The two dominant trends shaping the salt landscape are varietals and fusions.
Varietals, as the term suggests, are 100 percent salt, but they often hail from exotic locales and come in an astounding array of colors, textures, and flavors. Seattle’s Saltworks, a 10-year-old retailer and wholesaler, boasts 110 varieties, ranging from a rich red clay-colored Hawaiian sea salt to gray salt from the Brittany region of the French Atlantic coast to Himalayan pink salt.
Fusion salts, on the other hand, combine pure salt with any number of different herbs and spices. At chefsalt.com, Tuscan herb and bamboo curry salts are offered for sale alongside a bacon barbecue concoction and a Tunisian fire variety, the latter of which includes caraway, cardamom, and coriander.

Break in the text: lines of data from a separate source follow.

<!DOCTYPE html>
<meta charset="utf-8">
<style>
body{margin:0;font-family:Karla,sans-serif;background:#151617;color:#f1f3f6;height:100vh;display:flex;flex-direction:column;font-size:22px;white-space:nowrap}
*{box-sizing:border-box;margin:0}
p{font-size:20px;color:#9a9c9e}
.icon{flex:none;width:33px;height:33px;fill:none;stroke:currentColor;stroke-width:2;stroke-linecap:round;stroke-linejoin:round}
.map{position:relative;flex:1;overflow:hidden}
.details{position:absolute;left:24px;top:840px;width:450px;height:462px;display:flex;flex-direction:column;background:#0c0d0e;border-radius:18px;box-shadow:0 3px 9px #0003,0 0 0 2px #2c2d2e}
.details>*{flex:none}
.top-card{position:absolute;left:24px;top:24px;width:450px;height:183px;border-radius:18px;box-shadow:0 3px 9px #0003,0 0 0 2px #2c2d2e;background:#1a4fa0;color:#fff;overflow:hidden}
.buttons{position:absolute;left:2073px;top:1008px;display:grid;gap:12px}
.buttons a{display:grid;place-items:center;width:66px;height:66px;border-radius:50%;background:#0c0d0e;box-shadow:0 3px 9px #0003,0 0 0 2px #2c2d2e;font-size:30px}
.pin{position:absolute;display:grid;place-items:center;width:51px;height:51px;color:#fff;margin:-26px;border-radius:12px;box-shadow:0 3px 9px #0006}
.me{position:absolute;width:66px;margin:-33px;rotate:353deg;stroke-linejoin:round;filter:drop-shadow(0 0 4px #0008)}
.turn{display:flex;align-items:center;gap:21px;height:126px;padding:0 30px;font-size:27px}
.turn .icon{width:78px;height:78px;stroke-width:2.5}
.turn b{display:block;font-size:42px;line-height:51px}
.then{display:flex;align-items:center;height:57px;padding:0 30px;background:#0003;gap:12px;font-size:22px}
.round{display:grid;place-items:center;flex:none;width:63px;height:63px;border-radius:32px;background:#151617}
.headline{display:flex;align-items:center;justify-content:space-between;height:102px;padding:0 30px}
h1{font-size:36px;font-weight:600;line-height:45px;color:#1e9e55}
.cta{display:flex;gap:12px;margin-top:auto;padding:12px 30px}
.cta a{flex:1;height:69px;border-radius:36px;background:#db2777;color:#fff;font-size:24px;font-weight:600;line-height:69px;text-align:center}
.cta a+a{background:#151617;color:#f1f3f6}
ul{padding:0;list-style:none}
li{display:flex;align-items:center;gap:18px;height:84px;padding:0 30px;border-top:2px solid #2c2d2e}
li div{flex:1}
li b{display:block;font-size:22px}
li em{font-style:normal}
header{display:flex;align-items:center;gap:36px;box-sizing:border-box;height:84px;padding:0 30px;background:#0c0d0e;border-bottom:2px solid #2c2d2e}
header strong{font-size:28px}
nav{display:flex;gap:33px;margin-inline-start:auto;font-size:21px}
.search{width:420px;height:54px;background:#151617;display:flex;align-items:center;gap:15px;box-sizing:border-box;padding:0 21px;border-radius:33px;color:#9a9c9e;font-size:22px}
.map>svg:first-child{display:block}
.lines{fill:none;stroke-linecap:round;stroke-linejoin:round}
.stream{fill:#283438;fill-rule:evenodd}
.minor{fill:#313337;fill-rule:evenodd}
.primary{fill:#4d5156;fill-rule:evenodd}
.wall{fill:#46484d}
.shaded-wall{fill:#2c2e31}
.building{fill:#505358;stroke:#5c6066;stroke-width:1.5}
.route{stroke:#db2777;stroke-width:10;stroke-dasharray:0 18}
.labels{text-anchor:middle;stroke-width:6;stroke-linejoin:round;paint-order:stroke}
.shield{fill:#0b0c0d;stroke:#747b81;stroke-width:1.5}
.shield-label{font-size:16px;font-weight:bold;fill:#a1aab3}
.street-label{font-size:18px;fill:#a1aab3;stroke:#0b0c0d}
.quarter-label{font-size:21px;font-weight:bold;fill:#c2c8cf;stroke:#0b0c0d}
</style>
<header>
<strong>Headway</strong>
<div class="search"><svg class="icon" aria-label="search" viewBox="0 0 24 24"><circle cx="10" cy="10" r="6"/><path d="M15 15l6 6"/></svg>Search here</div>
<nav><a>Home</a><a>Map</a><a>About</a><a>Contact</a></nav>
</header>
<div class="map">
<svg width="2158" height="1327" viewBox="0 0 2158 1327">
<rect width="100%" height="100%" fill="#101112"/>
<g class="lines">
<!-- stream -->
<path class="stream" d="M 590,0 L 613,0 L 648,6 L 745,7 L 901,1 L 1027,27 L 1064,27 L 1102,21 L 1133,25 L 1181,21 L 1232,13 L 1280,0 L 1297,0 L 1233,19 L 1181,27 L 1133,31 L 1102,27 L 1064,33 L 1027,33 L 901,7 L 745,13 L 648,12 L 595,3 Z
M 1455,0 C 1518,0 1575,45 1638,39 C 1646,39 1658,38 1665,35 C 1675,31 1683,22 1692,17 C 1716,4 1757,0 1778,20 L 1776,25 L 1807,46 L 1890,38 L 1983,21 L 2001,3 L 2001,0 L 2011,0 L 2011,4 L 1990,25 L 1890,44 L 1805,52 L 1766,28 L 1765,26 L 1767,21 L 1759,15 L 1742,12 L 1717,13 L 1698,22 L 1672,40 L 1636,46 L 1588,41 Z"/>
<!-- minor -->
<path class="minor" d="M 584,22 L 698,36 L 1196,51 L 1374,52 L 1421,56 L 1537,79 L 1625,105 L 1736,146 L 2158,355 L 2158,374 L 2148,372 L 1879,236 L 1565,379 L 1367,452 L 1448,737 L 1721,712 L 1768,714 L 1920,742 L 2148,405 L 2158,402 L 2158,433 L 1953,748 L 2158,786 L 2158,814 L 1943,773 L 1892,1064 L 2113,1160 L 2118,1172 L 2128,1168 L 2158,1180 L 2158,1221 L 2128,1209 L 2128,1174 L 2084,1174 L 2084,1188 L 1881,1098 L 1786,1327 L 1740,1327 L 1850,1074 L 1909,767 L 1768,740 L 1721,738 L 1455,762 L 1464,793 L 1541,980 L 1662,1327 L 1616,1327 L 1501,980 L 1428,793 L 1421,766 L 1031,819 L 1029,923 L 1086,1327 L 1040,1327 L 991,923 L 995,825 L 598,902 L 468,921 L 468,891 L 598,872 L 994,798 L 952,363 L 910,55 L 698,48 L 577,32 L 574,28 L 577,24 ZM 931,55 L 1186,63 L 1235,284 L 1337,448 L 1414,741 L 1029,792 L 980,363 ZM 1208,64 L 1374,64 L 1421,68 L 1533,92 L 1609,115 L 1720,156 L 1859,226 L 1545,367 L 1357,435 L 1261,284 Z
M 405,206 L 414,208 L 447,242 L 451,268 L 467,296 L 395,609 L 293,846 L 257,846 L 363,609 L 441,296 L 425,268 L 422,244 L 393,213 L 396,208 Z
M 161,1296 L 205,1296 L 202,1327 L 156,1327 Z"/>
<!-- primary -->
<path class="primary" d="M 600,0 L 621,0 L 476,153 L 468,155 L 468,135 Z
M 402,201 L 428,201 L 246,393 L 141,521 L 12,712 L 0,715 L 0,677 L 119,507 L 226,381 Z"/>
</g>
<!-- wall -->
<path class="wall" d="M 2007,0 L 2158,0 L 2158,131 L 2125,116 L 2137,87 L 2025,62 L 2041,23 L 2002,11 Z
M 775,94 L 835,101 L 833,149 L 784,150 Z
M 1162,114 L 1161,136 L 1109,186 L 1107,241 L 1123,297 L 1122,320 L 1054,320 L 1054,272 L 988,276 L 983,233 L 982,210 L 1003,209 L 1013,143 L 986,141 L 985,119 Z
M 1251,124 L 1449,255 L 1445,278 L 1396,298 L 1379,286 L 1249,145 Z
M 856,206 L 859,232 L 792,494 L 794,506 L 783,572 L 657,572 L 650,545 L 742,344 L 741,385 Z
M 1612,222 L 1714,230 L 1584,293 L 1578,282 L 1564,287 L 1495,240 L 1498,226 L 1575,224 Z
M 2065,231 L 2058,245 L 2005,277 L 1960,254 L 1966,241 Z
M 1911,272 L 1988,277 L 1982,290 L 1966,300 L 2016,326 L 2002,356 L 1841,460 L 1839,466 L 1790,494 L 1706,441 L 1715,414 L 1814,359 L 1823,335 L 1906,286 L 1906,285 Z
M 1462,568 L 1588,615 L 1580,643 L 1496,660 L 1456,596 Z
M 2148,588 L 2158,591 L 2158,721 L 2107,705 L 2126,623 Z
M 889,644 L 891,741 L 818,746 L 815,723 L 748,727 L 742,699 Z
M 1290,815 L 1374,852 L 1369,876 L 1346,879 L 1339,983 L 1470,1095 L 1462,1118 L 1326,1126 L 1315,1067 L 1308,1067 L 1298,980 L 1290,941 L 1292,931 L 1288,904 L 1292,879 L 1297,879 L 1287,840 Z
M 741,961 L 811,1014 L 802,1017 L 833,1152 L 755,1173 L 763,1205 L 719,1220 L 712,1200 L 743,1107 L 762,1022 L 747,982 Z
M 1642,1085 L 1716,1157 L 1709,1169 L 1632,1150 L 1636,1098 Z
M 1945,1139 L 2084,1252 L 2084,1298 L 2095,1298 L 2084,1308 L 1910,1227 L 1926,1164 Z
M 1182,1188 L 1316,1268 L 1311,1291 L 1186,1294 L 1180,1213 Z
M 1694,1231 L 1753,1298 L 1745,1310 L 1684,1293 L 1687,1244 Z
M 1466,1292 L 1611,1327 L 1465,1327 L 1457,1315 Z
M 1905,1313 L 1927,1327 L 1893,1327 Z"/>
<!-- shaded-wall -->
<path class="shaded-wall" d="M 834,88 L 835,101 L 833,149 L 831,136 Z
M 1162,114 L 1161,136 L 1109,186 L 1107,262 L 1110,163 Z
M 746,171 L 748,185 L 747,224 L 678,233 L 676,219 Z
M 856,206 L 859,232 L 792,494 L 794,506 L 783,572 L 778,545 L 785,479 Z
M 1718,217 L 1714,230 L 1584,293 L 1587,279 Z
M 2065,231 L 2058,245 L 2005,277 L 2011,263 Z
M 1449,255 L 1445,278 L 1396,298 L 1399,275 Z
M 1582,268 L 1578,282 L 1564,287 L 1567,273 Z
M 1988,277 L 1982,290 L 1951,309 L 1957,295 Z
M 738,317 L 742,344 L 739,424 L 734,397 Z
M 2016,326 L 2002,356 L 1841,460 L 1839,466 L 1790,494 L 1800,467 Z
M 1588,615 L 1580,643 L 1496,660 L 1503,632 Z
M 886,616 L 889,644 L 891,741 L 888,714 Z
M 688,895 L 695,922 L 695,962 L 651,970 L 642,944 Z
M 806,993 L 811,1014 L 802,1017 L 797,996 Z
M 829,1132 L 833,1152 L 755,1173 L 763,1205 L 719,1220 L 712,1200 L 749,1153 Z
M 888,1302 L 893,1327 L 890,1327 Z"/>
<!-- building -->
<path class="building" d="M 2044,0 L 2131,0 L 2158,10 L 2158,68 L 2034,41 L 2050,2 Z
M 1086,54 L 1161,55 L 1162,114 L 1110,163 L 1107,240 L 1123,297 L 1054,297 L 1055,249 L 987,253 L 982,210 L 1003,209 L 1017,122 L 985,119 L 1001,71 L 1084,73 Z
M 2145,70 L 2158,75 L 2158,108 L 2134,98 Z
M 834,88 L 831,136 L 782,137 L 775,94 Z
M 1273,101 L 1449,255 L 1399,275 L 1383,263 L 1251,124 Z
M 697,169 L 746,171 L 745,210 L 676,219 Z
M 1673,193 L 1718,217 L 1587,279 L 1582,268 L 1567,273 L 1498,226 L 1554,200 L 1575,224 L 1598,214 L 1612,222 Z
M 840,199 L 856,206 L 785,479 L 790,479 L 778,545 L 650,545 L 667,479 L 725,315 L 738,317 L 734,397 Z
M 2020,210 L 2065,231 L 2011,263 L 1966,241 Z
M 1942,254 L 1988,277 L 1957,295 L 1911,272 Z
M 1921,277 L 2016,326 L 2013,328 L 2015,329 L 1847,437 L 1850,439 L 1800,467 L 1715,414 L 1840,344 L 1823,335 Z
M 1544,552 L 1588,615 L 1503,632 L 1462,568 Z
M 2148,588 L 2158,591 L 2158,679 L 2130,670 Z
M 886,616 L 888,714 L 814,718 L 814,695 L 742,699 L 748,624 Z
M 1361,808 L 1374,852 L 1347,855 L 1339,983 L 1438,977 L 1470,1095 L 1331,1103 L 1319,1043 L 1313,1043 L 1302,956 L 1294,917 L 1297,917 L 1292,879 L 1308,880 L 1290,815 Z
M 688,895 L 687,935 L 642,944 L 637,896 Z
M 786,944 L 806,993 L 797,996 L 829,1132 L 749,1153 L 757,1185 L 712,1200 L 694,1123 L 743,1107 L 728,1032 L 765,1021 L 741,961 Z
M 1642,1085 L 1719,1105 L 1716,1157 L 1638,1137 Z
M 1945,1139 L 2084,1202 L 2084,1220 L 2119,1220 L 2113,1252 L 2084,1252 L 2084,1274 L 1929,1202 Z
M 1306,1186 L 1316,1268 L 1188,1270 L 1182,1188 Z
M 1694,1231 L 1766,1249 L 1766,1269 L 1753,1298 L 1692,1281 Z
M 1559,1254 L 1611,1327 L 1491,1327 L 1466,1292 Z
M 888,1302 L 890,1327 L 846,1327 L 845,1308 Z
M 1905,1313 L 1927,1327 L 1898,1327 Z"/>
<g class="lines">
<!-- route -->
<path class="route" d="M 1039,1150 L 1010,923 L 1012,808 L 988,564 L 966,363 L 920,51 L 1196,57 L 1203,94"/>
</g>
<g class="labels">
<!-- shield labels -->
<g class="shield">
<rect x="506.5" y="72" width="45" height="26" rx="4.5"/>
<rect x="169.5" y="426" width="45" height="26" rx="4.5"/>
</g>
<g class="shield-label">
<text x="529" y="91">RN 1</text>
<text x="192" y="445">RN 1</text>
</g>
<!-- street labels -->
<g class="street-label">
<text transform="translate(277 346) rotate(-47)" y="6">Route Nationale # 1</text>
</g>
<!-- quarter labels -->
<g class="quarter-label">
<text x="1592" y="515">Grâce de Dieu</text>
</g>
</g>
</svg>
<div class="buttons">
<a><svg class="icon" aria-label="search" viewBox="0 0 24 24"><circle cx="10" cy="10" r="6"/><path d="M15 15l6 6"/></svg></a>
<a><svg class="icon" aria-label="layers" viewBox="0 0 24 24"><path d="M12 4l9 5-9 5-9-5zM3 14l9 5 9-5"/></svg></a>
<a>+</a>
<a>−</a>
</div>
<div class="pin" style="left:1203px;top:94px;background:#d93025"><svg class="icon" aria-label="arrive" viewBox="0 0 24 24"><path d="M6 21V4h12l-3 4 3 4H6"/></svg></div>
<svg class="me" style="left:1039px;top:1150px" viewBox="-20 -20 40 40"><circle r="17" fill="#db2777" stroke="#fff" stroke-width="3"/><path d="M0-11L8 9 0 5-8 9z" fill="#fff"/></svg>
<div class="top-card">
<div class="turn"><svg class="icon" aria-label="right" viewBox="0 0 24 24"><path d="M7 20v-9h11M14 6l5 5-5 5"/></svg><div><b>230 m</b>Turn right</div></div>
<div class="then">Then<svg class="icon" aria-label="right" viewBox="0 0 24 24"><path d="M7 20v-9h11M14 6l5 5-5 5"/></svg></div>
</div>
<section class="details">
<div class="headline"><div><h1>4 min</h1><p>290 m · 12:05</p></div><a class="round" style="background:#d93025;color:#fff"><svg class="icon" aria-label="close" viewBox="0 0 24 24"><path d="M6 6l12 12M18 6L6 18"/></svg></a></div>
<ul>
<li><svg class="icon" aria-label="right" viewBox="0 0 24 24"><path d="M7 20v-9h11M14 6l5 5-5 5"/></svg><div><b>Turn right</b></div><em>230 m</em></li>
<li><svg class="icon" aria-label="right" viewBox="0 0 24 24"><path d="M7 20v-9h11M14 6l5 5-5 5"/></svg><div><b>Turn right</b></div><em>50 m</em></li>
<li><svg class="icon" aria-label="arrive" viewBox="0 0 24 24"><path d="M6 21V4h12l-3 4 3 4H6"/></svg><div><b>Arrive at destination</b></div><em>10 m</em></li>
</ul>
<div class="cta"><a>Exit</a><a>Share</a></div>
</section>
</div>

You’ve heard of secret sauces? Say hello to the concept of secret salts. It would be an exceedingly simple proposition for chains to engineer their own novel salt, spice, and herb combinations and lend their products a completely unique flavor profile for a relative pittance.
Or, clever concepts might consider offering in-restaurant salt bars where patrons could choose from a mix of options, each differentiated by special shakers or other dispensers.
The upshot is that seasonings, in their many and various forms, have an extraordinary capacity to enliven even the most routine menu items into something special, at minimal cost.
So go ahead and shake things up a little.